L’univers du cinéma western se révèle contenu à l’intérieur de cette seule grange, très crédible, dessinée par Gabriel Cloutier-Tremblay. Pourtant, nous voyons au loin les plaines désertiques, la mine, les troupes sur la colline, les immensités sauvages. Les tableaux hollywoodiens nous reviennent facilement en tête, par le texte bien sûr, mais surtout par la trame sonore de Yana Ouellet, qui emprunte au genre avec quelques clins d’œil à Ennio Morricone. Les éclairages chirurgicaux de Keven Dubois appuient le réalisme quand la luminosité s’immisce en faisceaux étroits entre les planches, que la porte entrouverte donne des éclats pâles. On en oublie que la scène se déroule de nuit.

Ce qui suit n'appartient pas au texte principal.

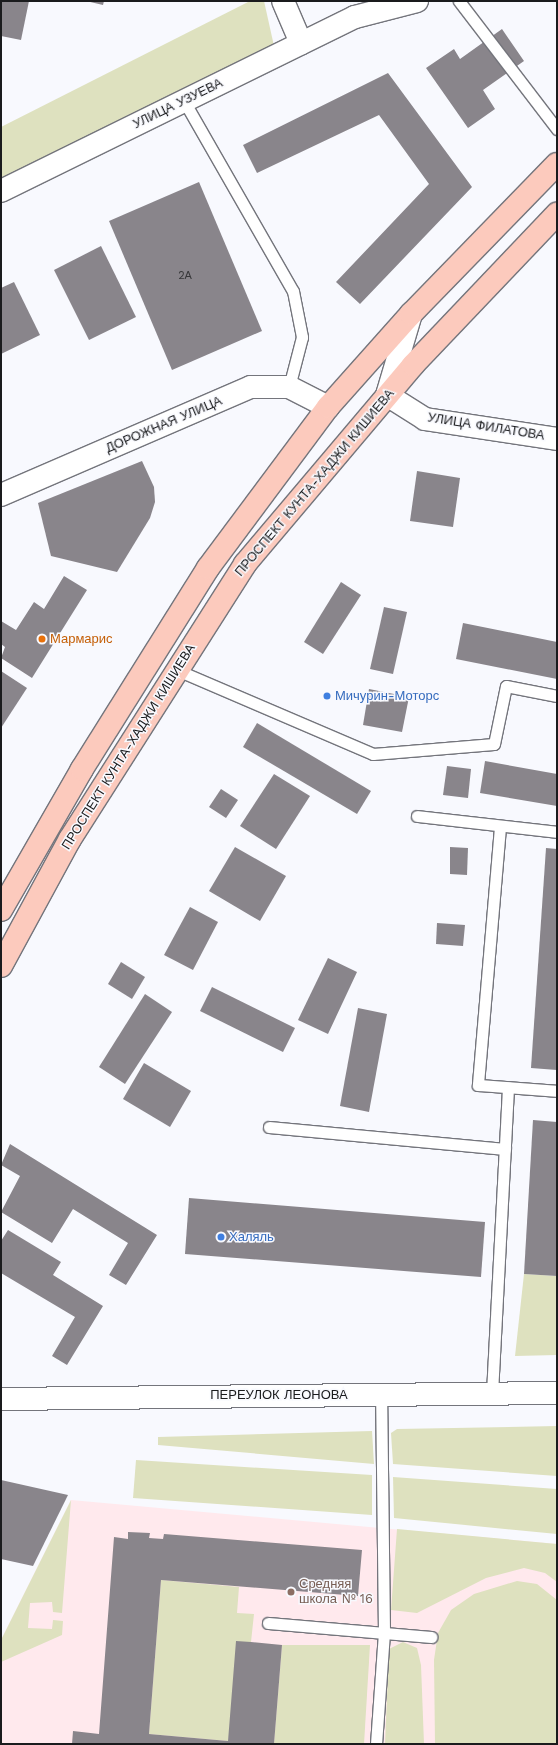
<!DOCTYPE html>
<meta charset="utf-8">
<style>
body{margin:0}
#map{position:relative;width:558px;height:1745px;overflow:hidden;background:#f8f9fe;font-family:"Work Sans",sans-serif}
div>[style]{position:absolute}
.education>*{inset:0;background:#ffe9ed}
.green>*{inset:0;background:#dee1bf}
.building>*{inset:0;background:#89858b}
.roads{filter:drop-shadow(1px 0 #74757c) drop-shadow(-1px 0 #74757c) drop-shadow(0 1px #74757c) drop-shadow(0 -1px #74757c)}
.lane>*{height:11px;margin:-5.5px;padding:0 5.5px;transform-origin:5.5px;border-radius:5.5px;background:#fff}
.street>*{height:22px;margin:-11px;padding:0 11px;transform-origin:11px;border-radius:11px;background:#fff}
.secondary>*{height:22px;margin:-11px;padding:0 11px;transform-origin:11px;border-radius:11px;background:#fff}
.primary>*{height:22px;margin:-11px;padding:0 11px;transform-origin:11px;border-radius:11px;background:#fccabd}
.dots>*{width:11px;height:11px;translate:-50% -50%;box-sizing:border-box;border:2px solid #f8f9fe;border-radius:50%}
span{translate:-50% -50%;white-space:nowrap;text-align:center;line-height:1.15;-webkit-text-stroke:3px #f8f9fe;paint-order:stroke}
.number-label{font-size:11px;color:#363638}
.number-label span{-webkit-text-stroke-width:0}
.street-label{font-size:13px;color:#1a1b1d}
.food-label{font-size:13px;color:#c56008}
.left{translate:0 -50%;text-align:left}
.shop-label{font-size:13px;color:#366cbe}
.education-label{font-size:13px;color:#785e54}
.frame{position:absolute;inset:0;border:2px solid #1a1b1d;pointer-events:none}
</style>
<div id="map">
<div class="education">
<div style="clip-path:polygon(71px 1500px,557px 1544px,557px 1744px,1px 1744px,1px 1640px)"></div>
</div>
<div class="green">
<div style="clip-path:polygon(250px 1px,264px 1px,274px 46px,1px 183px,1px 127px)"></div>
<div style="clip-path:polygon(524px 1274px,557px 1276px,557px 1355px,515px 1356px)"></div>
<div style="clip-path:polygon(557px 1426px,557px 1476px,393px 1464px,391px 1433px,397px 1429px)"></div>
<div style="clip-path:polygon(372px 1431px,374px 1464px,158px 1445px,158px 1437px)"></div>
<div style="clip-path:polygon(136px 1460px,372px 1475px,372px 1515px,133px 1498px)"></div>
<div style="clip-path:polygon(393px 1477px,557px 1489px,557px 1534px,394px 1518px)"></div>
<div style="clip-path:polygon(71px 1500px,62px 1613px,53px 1612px,52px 1602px,30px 1603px,28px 1628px,52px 1629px,53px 1620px,63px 1621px,62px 1635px,1px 1662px,1px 1640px)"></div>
<div style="clip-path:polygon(397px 1529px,557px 1544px,557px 1582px,545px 1573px,524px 1568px,486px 1578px,417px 1613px,391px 1610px)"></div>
<div style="clip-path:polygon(161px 1580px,239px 1587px,237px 1613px,254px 1614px,251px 1642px,228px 1741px,149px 1734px)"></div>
<div style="clip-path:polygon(517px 1581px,537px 1584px,557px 1600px,557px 1744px,435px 1744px,434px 1660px,438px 1633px,451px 1610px,474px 1594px)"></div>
<div style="clip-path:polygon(403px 1642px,417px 1648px,421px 1665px,424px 1744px,385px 1744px,389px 1649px)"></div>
<div style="clip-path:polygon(282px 1645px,370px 1645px,364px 1744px,274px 1744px)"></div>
</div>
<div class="building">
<div style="clip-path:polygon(1px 1px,29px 1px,21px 40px,1px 36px)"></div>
<div style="clip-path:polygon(86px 1px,104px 1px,103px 5px)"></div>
<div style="clip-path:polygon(502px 29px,524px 61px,483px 90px,495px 109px,468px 128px,426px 68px,454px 49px,460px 59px)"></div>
<div style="clip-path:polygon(388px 73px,472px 187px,360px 304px,336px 282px,429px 184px,379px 115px,257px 173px,243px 145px)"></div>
<div style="clip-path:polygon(199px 182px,262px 331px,172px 370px,109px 221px)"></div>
<div style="clip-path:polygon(101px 246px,136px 317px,89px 340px,54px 270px)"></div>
<div style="clip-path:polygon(14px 282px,40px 335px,1px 354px,1px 288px)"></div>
<div style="clip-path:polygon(142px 461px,154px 487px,155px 502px,150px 518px,117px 572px,51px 556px,38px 503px)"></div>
<div style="clip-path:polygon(417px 471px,460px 478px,453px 527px,410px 521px)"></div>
<div style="clip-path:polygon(64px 576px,87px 590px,32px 678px,1px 658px,5px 647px,1px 644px,1px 621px,16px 630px,34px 602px,44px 609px)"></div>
<div style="clip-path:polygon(341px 582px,361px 595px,323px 654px,304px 642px)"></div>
<div style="clip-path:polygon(384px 607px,407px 612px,393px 674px,370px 669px)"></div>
<div style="clip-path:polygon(463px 623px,557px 642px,557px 679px,456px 659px)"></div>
<div style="clip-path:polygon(1px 671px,27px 688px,1px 728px)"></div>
<div style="clip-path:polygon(369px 689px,409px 697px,402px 732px,363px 725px)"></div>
<div style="clip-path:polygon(257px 723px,371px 791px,357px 814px,243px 747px)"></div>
<div style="clip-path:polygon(485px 761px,557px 774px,557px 806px,480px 793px)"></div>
<div style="clip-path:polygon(447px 766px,471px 769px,468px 798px,443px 795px)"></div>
<div style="clip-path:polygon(274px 774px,310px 796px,276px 849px,240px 826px)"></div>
<div style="clip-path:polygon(221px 789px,238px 800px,226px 818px,209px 807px)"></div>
<div style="clip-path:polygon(235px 847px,286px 876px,260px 921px,209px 891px)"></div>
<div style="clip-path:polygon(450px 847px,468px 848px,467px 875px,450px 874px)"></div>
<div style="clip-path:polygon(546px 848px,557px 849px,557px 1070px,531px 1068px)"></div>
<div style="clip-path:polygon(190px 907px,218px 922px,193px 970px,164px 955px)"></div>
<div style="clip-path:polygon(437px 923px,465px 925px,463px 946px,436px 944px)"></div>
<div style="clip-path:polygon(328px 958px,357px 972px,328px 1034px,298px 1020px)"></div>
<div style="clip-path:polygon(121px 962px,145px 977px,132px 999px,108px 984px)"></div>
<div style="clip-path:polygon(212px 987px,295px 1028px,283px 1052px,200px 1011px)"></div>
<div style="clip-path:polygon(145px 994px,172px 1012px,125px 1084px,99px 1067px)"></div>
<div style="clip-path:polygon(358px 1008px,387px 1014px,369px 1112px,340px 1106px)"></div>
<div style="clip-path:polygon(144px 1063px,191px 1091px,170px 1127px,123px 1099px)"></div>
<div style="clip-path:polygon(533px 1120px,557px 1122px,557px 1276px,524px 1274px)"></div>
<div style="clip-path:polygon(10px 1144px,157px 1235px,126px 1285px,109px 1275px,128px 1243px,73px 1209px,52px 1243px,1px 1212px,20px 1176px,1px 1165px)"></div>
<div style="clip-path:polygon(189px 1198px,485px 1222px,481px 1277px,185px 1254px)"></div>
<div style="clip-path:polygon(8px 1230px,61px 1262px,53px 1275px,103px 1306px,67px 1365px,52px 1356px,75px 1317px,1px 1273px,1px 1241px)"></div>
<div style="clip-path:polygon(1px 1480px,68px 1495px,33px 1566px,1px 1559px)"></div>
<div style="clip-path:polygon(128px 1532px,150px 1533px,149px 1538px,163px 1539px,164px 1534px,362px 1550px,358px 1596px,161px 1580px,149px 1734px,228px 1741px,236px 1641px,251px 1642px,282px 1645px,274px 1744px,72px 1744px,73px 1731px,99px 1734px,114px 1537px,128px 1539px)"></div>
</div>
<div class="roads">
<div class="lane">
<div style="left:459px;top:1px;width:161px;rotate:52.6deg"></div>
<div style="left:184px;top:101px;width:219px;rotate:60.2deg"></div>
<div style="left:293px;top:291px;width:47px;rotate:78.9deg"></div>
<div style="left:302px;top:337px;width:52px;rotate:104.6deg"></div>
<div style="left:177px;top:670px;width:213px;rotate:23.2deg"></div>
<div style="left:373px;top:754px;width:121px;rotate:-4.7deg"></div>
<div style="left:494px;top:744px;width:59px;rotate:-78.3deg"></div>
<div style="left:506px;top:686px;width:52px;rotate:11.1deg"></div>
<div style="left:417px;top:816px;width:141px;rotate:6.5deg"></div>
<div style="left:500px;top:827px;width:259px;rotate:94.9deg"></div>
<div style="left:478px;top:1085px;width:79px;rotate:4.3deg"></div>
<div style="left:269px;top:1127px;width:237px;rotate:5.3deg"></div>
<div style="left:492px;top:1393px;width:306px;rotate:-87deg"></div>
<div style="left:268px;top:1623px;width:164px;rotate:4.9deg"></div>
<div style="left:376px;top:1744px;width:112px;rotate:-85.9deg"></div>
<div style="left:384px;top:1632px;width:238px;rotate:-90.7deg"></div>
</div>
<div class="street">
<div style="left:283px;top:1px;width:46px;rotate:66.8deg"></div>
<div style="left:1px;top:495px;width:272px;rotate:-23.4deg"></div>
<div style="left:251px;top:387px;width:38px"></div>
<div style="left:289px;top:387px;width:44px;rotate:27.1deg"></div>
<div style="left:1px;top:1399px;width:556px;rotate:-0.62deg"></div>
</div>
<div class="secondary">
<div style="left:1px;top:191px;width:394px;rotate:-26.2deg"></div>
<div style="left:355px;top:17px;width:64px;rotate:-14.5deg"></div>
<div style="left:411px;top:314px;width:84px;rotate:106.5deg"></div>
<div style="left:387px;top:395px;width:45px;rotate:32.3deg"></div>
<div style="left:425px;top:419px;width:134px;rotate:8.6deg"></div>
</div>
<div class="primary">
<div style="left:1px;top:910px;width:163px;rotate:-60.1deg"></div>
<div style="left:82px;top:769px;width:237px;rotate:-57.9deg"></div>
<div style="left:208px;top:568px;width:201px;rotate:-53.3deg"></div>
<div style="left:328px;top:407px;width:125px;rotate:-48.3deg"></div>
<div style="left:411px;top:314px;width:209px;rotate:-45.8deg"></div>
<div style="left:1px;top:966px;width:145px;rotate:-61.5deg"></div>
<div style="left:70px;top:839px;width:326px;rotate:-57.5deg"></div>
<div style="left:245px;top:564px;width:260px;rotate:-49.8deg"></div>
<div style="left:413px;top:365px;width:209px;rotate:-46.4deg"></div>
</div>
</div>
<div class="dots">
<div style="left:42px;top:639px;background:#e8710a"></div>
<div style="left:327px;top:696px;background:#3f7fe0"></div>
<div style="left:221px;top:1237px;background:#3f7fe0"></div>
<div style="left:291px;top:1592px;background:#8d6e63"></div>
</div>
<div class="number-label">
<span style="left:185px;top:276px">2А</span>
</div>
<div class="street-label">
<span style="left:178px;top:104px;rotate:-26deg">УЛИЦА УЗУЕВА</span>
<span style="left:164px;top:425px;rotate:-23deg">ДОРОЖНАЯ УЛИЦА</span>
<span style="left:486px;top:427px;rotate:9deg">УЛИЦА ФИЛАТОВА</span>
<span style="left:315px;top:483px;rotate:-50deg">ПРОСПЕКТ КУНТА-ХАДЖИ КИШИЕВА</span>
<span style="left:129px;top:747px;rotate:-58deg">ПРОСПЕКТ КУНТА-ХАДЖИ КИШИЕВА</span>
<span style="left:279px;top:1395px">ПЕРЕУЛОК ЛЕОНОВА</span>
</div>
<div class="food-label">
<span class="left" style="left:50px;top:639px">Мармарис</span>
</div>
<div class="shop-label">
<span class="left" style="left:335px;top:696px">Мичурин-Моторс</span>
<span class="left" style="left:229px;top:1237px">Халяль</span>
</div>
<div class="education-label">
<span class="left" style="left:299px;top:1592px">Средняя<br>школа № 16</span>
</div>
<div class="frame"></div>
</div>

Mais le naturalisme se trouve aussi dans la violence physique lorsque les séquelles du passé se transforment en actes de vengeance, expulsant un trop-plein de colère retenue : attaques au corps, contentions, exécutions… Alors, qui se rendra à l’heure mauve, cette aurore qui tarde à venir ?

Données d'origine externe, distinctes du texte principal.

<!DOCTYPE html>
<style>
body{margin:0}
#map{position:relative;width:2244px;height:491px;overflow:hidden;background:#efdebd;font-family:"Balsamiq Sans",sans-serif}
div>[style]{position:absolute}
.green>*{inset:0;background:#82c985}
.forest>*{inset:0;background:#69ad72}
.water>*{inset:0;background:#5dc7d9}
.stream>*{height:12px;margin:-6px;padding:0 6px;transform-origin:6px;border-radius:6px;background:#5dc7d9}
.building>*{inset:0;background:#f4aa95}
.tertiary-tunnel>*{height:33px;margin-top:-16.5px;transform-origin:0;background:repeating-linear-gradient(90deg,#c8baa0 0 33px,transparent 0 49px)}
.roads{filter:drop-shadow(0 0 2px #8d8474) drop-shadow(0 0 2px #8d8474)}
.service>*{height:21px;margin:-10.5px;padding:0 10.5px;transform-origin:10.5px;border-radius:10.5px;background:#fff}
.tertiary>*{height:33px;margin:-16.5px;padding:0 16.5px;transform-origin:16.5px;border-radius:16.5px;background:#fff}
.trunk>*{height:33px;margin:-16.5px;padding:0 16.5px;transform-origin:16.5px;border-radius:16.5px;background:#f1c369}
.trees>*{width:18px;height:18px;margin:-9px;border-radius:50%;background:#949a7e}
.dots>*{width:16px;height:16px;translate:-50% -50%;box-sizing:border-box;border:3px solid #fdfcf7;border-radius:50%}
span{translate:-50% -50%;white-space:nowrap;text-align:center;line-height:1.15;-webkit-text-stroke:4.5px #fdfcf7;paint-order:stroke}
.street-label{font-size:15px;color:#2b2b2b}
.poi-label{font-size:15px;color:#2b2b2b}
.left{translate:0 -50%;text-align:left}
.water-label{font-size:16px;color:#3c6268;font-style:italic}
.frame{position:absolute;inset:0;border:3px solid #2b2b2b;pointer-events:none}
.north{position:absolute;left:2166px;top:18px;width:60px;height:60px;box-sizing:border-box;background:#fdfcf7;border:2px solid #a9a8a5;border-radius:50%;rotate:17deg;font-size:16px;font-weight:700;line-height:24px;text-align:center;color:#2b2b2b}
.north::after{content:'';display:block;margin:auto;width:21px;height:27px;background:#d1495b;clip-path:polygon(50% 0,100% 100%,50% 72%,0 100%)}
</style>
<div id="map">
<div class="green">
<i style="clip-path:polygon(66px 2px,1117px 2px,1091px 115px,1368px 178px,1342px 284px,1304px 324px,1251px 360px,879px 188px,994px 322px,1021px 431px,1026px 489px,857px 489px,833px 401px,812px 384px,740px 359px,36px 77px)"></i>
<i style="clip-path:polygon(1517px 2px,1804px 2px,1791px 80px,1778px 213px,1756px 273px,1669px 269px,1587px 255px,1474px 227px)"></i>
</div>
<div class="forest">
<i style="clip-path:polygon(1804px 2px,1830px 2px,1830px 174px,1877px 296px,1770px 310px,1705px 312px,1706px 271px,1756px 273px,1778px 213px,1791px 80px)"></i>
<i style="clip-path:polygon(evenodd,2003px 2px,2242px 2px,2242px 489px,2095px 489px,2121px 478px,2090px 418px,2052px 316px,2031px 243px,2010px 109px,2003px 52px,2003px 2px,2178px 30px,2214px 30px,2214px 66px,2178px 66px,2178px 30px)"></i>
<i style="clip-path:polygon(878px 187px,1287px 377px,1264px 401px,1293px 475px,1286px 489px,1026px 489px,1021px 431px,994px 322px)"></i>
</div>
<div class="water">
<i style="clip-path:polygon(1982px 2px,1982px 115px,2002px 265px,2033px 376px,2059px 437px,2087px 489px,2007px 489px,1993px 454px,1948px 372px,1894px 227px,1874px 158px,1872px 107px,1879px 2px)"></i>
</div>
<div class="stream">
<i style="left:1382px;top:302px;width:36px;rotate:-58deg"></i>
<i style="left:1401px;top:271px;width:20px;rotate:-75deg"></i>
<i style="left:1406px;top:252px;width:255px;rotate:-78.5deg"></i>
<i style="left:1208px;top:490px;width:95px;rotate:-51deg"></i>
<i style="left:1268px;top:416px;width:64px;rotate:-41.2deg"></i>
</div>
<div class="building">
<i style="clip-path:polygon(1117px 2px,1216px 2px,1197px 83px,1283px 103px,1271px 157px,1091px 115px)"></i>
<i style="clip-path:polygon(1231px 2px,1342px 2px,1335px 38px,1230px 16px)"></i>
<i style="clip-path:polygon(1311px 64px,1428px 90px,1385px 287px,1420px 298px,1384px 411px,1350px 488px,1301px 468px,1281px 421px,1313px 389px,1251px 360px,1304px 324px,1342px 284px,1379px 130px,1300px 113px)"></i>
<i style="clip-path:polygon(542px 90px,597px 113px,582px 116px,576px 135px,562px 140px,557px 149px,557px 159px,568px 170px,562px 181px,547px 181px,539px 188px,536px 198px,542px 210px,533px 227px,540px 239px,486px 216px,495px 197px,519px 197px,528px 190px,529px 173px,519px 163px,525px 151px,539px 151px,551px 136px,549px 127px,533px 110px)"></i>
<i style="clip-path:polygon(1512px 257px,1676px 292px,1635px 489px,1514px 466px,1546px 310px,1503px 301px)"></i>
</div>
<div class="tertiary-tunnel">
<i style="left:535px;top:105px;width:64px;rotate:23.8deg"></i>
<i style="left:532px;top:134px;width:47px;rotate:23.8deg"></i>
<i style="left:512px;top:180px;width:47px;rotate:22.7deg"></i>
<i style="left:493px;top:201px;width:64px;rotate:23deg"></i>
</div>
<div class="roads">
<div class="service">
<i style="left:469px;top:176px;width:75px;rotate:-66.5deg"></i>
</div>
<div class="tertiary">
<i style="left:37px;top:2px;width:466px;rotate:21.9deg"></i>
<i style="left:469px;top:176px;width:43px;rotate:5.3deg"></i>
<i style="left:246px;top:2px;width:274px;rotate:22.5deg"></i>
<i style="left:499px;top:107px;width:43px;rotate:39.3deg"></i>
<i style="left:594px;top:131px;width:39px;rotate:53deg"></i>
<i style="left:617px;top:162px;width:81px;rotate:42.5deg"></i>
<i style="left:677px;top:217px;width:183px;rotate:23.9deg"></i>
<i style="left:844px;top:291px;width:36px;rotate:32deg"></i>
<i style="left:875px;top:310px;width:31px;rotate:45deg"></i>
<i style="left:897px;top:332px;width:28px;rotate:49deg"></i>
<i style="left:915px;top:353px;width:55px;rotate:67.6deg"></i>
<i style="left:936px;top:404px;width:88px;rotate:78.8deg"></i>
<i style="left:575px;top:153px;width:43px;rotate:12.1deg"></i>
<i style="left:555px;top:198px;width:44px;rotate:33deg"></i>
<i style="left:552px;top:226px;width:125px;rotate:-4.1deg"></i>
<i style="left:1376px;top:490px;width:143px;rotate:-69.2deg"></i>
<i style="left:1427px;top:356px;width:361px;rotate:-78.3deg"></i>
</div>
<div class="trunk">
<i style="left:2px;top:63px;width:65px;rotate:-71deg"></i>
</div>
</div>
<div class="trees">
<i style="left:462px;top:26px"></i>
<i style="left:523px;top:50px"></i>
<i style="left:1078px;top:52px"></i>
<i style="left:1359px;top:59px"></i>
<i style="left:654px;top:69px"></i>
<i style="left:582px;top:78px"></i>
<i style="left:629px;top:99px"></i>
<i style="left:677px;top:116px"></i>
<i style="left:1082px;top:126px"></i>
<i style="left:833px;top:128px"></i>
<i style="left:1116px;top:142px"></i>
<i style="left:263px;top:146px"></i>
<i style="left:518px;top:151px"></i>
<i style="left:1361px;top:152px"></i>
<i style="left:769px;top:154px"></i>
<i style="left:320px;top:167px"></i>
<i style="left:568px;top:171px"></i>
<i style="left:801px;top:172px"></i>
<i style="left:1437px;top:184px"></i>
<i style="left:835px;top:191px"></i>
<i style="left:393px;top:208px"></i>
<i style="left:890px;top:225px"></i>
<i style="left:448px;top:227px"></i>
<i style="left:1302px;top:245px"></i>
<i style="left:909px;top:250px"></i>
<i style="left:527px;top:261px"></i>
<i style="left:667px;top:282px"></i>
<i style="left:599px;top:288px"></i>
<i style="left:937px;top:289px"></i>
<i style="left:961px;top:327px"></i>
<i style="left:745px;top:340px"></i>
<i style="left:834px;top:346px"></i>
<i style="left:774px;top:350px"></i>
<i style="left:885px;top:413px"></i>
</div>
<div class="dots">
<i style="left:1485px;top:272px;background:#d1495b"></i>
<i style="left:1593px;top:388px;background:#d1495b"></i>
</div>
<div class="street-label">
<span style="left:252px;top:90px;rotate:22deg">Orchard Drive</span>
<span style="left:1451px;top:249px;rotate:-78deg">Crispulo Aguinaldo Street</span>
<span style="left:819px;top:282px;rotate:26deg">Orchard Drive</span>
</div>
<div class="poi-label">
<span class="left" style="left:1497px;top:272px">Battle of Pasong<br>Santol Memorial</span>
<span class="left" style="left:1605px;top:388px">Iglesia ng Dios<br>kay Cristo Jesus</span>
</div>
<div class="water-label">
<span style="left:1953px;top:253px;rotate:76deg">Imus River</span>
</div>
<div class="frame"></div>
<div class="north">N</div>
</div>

Si Avant l’heure mauve convainc par sa reproduction du réel, il y manque cependant une couche de crasse, une distribution plus « odorante », qui rendrait compte du pays en déroute, comme le mentionne le texte. Comme si certains personnages cherchaient encore leur vraie nature. Erika Gagnon en survivante et déterminée Margot, Nicolas Létourneau en machiavélique Général et Angélique Patterson en perfide Inès donnent bien le ton à cette guerre intestine, mais les autres interprètes tardent à s’imposer. Comme si elles n’étaient pas dans le bon corps. Mais cette lacune, somme toute secondaire, est largement compensée par la structure dramatique, dont il faut souligner la lente et implacable progression. Ce n’est pas un texte à thèse, comme c’est parfois le cas d’une première création, mais un drame qui se déploie de manière organique et va au bout de sa logique. La vie sauvage est une bouffeuse de chair. Voici une nouvelle autrice à suivre.

© Guillaume Lévesque

Avant l’heure mauve

Texte : Maude Bégin-Robitaille. Conseiller à l’écriture : Philippe Savard. Mise en scène : Marie-Hélène Lalande. Collaboration à la mise en scène : Sophie Thibeault. Assistance à la mise en scène : Sonia Montminy. Conception du décor : Gabriel Cloutier-Tremblay. Conception d’éclairages : Keven Dubois. Conception des costumes et accessoires : Émilie Potvin. Conception musicale : Yana Ouellet. Coordonnatrice de production : Valérie Côté. Compagnie marraine : Niveau Parking. Œil extérieur : Marie-Josée Bastien. Régie : Marie-Pier Faucher-Bégin. Avec Catherine Côté, Sophie Dion, Odile Gagné-Roy, Érika Gagnon, Marie-Hélène Lalande, Nicolas Létourneau et Angélique Patterson. Une production du Théâtre À pleins poumons, présentée au Périscope du 19 septembre au 7 octobre 2023.